One theory goes that in B2B tech, we’re judged on metrics; perhaps more in this sector than anywhere else. Our products themselves are geared towards optimization, efficiency, and meeting KPIs. So there’s a certain logic in that being where the emphasis is placed when it comes to judging our own success.

Yet when we look at the tech sector at large, the biggest brands have built their success on two factors – brand building, and customer experience: Apple’s storytelling is world-class, Sony position themselves bombastically, Microsoft do everything impeccably and let us know it, Amazon uses innovation as a way to gain PR.

In adtech, we’re still chained to our landing pages and lead-qualification processes, and lack the confidence to invest in real, juicy, brave brand building.

This year though, Criteo have broken ranks.

By booking Super Bowl ad space the ‘Commerce Media Platform’ demonstrated a number of things. Firstly that they’re doing alright (that media buy doesn’t come cheap), but also that they’re interested in the big picture. They’ve staked their claim against a very high-level concept – the value of the Open Internet.

Criteo’s CME Brendan McCarthy told Adexchanger: “Ideally, we want people to see this ad and then be prompted to explore more across the digital ecosystem, check out Criteo along the way and be able to understand what the future looks like – or could look like – and the choices that they have.“

That sounds like a very light-touch approach to a sales funnel. I hope it works for them, for it’s at this level that the adtech industry has a lot to add to global public discourse. Topics like personal data have a tangible impact on people’s lives, and are how we can draw that thread of relevance from ad/mar-tech, to the general public.

Continuing the B2B theme, Super Bowl veterans Squarespace have outdone themselves this year. Their big game commercial is accompanied by a delightful series of faux-film posters, and a clever landing page. What’s really noteworthy is that the whole campaign took a creative approach to product marketing.

The tongue-twister idea centres on a (fantasy) customer story that explained products and their benefits, with a distinct aesthetic (okay, maybe Wes Anderson had some influence…). Directed by Edgar Wright (Baby Driver, Shaun of the Dead) and staring Zenadaya (Dune) and Andre 300 (errr, Outkast) this is some big name, big budget, big idea stuff. And it shows.

Sure, Squarespace might be pushing at the fringes of B2B, with a distinctly consumer friendly approach to website building. But that doesn’t mean any B2B technology brand could have taken this approach, as Expensify, Wix, and Salesforce have done before.
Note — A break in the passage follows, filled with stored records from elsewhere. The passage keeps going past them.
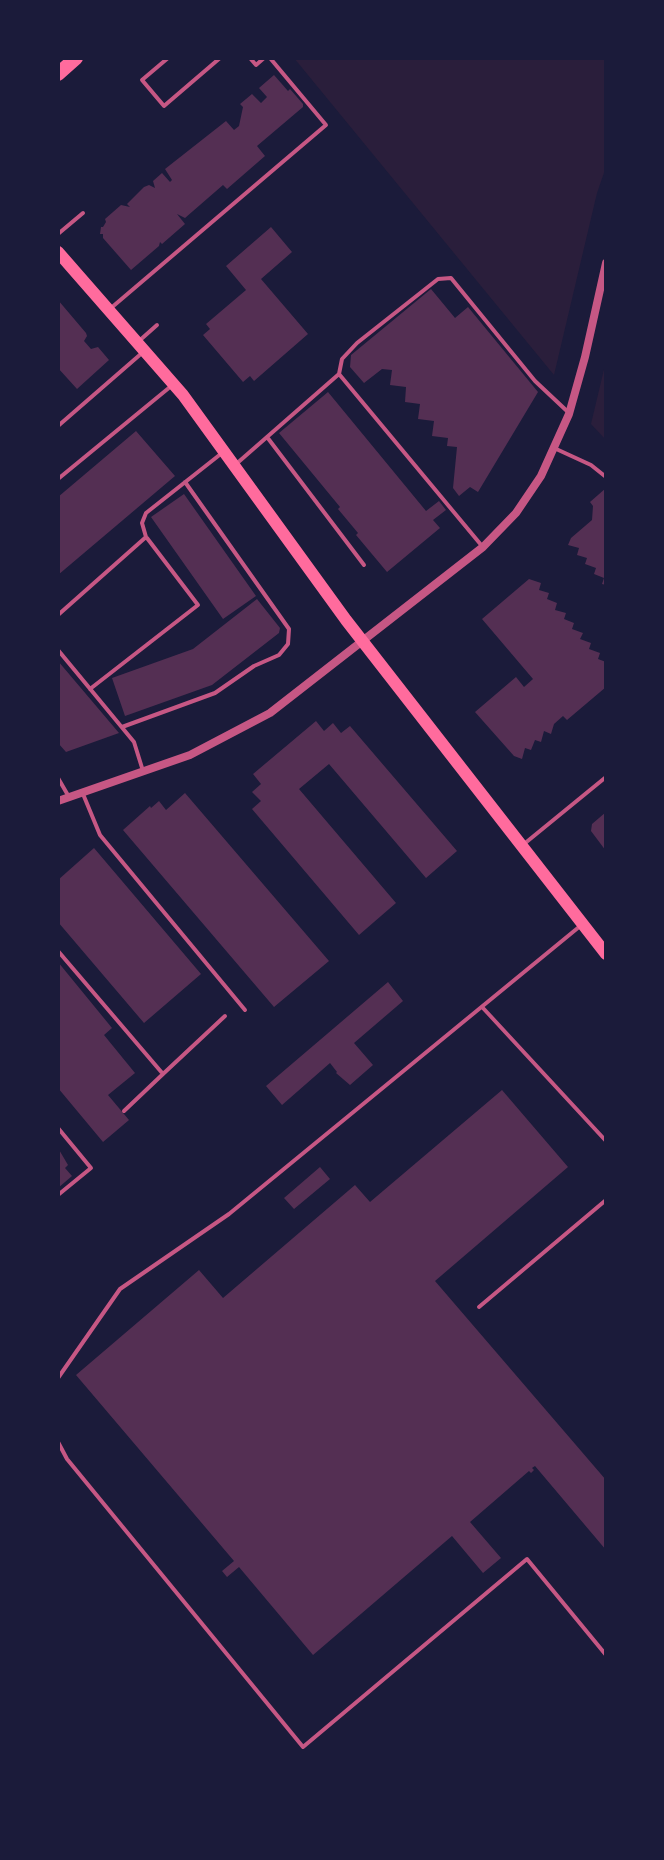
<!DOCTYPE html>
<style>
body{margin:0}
#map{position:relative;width:664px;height:1860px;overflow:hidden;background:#1b1b3a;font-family:Signika,sans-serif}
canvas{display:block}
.frame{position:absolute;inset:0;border:60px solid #1b1b3a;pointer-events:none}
</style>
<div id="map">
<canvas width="664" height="1860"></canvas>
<div class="frame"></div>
</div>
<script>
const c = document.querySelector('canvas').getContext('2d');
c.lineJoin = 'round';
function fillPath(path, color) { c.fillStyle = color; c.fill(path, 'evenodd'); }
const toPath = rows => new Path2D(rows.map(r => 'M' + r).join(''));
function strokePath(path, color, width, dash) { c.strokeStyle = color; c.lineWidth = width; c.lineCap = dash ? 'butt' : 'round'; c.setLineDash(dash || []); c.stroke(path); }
fillPath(toPath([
 [294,58,606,58,606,167,597,193,554,375],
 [606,361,606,440,591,424]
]), '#2a1e3b');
fillPath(toPath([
 [274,75,288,91,290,89,303,104,303,107,257,146,265,156,227,189,223,185,185,218,177,214,185,224,162,244,160,242,159,246,131,270,103,238,103,234,100,234,101,227,103,227,106,222,105,219,121,205,130,207,127,204,144,187,149,185,155,188,153,181,162,173,170,182,172,180,165,169,226,121,234,130,239,126,243,107,240,104,252,94,261,103,267,97,259,88],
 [271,227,292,252,261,279,308,334,254,381,250,376,243,382,203,335,210,329,206,324,246,290,226,266],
 [431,289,455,318,468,307,538,392,478,492,470,487,459,496,453,488,457,447,447,446,448,438,432,436,434,421,418,419,420,404,405,402,406,387,390,385,392,370,382,369,364,383,350,367,351,355],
 [58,300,86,333,87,336,84,341,91,349,98,347,109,360,77,389,58,368],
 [328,392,426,511,439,501,446,510,433,520,440,528,387,572,356,535,358,533,338,509,340,507,279,433],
 [136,431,175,476,58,575,58,497],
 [606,488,606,585,602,584,604,578,594,574,596,568,585,564,587,558,577,555,579,548,568,545,571,538,592,520,593,506,590,502],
 [184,494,256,596,223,619,151,517],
 [529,579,541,583,539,590,549,593,547,599,557,603,555,610,566,613,564,619,574,623,572,629,583,633,580,639,591,643,589,649,600,653,598,659,606,662,606,687,567,720,563,716,554,724,551,734,544,731,541,742,535,740,531,750,525,748,522,759,514,756,475,712,516,677,524,687,533,679,482,619],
 [257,599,280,628,279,633,212,685,125,716,112,678,193,649],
 [58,661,119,733,66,752,58,743],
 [316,721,324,731,333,723,341,733,350,726,457,851,426,878,329,764,299,789,396,903,359,935,252,809,261,801,252,792,261,784,253,774],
 [185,793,329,961,274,1007,123,830,150,806,151,808,159,801,166,810],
 [606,812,606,851,591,831,592,824],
 [94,848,201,974,144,1023,58,922,58,880],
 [58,962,112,1028,104,1035,135,1073,108,1095,129,1120,103,1142,58,1088],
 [388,982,403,1001,354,1043,373,1065,350,1085,336,1073,337,1072,330,1063,282,1105,266,1086],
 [502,1090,568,1167,435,1281,606,1480,606,1550,535,1466,532,1468,534,1470,531,1473,529,1471,470,1522,501,1558,483,1573,452,1536,313,1655,239,1567,227,1577,222,1571,234,1561,76,1375,199,1270,223,1298,355,1185,370,1202],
 [58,1148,68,1165,65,1168,72,1176,58,1188],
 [320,1167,330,1179,294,1209,284,1198]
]), '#542f53');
strokePath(toPath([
 [168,58,142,80,164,106,220,58],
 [250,58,256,65,264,58],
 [58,234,83,213],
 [111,308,326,125,270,58],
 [139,341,157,325],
 [58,426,142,353],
 [267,437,364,565],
 [554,448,591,465,606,477],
 [235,465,339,374],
 [58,479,170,387],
 [482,546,339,374,342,359,357,343,438,279,451,278,535,381,568,412],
 [58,615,146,537,142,523,146,513,222,453],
 [58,650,134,742,143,771],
 [90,689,198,605,147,538],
 [122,727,215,693,254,666,279,655,288,644,289,629,185,482],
 [58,778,69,797],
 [83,794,100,835,245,1010],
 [524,844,606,777],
 [58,951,163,1074,225,1016],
 [483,1008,606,1141],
 [124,1111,163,1074],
 [58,1128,91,1168,58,1195],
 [479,1307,606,1200],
 [58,1378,120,1289,229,1214,579,927],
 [58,1442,67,1459,303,1747,527,1559,606,1655]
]), '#c65784', 4);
strokePath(toPath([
 [58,801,190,755,270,713,483,547,516,513,541,476,569,414,585,357,606,263]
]), '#c65784', 8);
strokePath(toPath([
 [58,252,183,395,346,620,606,954]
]), '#ff6b9d', 12);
strokePath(toPath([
 [58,74,76,58]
]), '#ff6b9d', 14);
</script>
This balance of product marketing through creative execution really hits a sweet spot.

It shows that perhaps the branding versus product marketing distinction can be overcome.
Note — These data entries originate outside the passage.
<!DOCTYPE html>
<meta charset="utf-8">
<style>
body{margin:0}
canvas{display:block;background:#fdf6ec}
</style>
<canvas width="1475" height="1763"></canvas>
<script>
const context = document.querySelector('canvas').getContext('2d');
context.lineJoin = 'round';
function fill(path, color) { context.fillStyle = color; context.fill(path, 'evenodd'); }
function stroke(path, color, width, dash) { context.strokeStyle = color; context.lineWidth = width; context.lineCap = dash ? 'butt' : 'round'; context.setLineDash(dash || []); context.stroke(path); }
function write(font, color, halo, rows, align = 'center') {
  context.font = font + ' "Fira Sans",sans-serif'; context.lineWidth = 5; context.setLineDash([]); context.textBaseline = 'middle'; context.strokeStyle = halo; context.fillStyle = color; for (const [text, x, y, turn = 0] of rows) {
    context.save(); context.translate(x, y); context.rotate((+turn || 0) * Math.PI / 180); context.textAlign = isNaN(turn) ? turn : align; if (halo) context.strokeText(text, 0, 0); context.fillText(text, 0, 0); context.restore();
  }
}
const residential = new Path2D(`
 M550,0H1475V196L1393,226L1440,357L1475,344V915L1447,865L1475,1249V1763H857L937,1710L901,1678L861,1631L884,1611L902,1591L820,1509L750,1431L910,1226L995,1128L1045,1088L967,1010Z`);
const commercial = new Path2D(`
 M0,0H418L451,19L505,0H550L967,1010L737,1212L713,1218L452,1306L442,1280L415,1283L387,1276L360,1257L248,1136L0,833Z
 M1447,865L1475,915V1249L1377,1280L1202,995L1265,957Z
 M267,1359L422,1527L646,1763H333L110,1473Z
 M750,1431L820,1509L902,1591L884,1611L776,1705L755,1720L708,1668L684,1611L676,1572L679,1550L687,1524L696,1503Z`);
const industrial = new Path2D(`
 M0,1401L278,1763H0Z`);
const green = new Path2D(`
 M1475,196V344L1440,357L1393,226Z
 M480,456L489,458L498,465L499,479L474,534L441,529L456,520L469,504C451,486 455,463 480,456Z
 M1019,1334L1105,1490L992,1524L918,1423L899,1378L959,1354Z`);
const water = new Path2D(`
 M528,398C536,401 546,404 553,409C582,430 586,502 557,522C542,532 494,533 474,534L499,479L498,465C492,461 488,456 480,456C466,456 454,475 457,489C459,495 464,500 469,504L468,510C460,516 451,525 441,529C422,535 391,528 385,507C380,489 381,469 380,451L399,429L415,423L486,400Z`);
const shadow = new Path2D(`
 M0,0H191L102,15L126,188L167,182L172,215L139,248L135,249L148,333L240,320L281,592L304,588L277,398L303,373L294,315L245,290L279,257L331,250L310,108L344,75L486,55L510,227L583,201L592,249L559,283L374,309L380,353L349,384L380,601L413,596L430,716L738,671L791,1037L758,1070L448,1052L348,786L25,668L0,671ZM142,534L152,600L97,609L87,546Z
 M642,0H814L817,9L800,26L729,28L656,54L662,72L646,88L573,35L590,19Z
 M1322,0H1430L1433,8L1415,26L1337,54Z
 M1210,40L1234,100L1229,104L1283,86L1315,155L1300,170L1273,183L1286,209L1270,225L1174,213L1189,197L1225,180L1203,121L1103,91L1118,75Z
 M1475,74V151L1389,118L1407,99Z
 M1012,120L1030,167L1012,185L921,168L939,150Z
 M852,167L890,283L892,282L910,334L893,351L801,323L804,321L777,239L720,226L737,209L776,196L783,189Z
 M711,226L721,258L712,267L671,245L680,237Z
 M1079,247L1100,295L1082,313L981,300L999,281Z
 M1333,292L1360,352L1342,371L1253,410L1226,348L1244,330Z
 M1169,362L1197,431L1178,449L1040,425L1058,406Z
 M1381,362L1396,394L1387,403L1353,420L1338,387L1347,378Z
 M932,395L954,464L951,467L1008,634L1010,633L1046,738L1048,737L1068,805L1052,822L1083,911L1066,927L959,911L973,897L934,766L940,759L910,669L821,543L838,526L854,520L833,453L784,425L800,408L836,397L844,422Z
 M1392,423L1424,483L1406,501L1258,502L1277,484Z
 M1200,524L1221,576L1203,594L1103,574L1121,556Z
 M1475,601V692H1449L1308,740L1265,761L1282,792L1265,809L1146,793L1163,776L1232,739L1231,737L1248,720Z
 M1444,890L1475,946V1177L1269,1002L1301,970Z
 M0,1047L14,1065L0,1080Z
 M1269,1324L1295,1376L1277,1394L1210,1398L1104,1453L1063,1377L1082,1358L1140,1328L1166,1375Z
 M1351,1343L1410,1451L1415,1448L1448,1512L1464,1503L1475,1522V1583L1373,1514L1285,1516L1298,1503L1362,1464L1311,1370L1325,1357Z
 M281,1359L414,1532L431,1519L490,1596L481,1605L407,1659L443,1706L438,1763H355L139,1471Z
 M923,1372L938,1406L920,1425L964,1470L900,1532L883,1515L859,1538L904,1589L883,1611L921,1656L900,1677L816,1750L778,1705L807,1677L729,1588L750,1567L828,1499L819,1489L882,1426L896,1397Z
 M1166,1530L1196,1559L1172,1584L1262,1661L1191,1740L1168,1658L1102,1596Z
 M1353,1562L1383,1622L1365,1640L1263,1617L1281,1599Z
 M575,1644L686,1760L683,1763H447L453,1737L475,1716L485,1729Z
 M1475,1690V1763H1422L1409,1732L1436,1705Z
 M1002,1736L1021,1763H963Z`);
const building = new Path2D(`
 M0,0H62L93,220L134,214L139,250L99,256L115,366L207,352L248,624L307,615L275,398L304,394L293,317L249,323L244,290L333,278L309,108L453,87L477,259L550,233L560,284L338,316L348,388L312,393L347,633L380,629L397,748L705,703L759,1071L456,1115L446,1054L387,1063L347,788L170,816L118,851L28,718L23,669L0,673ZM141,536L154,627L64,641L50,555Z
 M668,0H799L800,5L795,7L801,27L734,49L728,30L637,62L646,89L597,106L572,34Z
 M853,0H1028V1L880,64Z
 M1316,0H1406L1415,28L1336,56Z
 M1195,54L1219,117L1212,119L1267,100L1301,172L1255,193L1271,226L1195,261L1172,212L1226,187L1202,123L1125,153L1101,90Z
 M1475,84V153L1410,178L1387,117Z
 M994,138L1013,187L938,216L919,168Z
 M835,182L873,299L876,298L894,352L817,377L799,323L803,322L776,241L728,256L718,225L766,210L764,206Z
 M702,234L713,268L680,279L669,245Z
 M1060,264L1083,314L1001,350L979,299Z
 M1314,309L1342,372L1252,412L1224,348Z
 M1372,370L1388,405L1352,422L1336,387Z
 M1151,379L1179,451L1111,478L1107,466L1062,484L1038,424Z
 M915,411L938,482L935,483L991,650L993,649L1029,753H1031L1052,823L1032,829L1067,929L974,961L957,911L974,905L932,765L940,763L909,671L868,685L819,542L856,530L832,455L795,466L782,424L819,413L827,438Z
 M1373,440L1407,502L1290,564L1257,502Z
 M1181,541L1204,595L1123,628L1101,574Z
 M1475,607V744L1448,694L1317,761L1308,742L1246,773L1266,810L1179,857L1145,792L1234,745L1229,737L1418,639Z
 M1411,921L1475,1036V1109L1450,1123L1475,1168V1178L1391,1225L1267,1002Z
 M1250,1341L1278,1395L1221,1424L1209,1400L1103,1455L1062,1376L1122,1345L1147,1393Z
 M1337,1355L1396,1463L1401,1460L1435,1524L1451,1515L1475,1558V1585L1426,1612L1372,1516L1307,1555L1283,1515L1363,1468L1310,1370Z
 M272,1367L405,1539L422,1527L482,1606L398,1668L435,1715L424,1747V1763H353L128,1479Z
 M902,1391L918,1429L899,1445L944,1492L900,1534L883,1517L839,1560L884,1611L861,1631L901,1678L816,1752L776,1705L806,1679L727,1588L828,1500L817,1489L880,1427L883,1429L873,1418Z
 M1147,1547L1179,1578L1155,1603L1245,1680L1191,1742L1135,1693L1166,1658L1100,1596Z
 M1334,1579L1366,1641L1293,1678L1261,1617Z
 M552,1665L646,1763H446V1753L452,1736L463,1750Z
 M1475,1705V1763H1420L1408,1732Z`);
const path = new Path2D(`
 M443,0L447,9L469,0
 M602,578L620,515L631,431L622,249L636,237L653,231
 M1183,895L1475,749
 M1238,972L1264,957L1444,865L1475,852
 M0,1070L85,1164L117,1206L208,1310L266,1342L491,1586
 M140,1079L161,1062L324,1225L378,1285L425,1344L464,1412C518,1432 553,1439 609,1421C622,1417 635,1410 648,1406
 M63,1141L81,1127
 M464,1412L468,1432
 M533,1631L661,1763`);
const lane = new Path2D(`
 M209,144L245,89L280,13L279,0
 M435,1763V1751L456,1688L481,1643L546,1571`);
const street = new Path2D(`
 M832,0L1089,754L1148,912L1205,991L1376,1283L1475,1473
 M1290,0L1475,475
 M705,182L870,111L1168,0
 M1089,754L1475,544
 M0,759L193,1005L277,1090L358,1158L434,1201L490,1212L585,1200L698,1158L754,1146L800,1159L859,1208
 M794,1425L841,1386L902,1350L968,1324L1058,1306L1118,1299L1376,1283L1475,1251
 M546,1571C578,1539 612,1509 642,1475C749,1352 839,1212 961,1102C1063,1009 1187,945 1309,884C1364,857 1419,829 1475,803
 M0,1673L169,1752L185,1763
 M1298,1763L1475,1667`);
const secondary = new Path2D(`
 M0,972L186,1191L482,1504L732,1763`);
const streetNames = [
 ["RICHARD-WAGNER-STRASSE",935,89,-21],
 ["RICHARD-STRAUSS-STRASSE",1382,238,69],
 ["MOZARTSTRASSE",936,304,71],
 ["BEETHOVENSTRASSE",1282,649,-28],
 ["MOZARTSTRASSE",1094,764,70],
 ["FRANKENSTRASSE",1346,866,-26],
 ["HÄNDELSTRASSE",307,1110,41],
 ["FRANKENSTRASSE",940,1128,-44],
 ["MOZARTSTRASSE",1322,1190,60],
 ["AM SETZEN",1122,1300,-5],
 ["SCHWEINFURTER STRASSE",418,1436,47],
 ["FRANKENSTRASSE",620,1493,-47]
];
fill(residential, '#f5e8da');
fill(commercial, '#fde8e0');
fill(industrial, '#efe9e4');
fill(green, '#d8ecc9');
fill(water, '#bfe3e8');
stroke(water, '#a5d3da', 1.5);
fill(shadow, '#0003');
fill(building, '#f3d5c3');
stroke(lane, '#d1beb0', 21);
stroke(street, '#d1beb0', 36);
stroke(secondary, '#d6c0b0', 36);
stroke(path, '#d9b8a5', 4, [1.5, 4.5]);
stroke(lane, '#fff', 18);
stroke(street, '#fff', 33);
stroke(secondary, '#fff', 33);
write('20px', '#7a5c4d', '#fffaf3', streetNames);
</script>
Of course there’s a time and place for all kinds of messages. The brand-building piece is particularly suited to broadcast media, and large catch-all activations. This is to ensure the broadest brand message resonates, but also to create a kind of ‘shared understanding’ that only comes through scale, fame, and reach.  Without that shared moment of experiencing a brand – regardless of its direct relevance to us – we can’t build fame, and we can’t therefore be top-of-mind.

With their branding play, we can hope that Criteo are paving the way for a broader understanding of the value of advertising technology, and creating a platform for dialogue with a wider section of the public than before. The first move has been made, now it’s up to others to follow suit.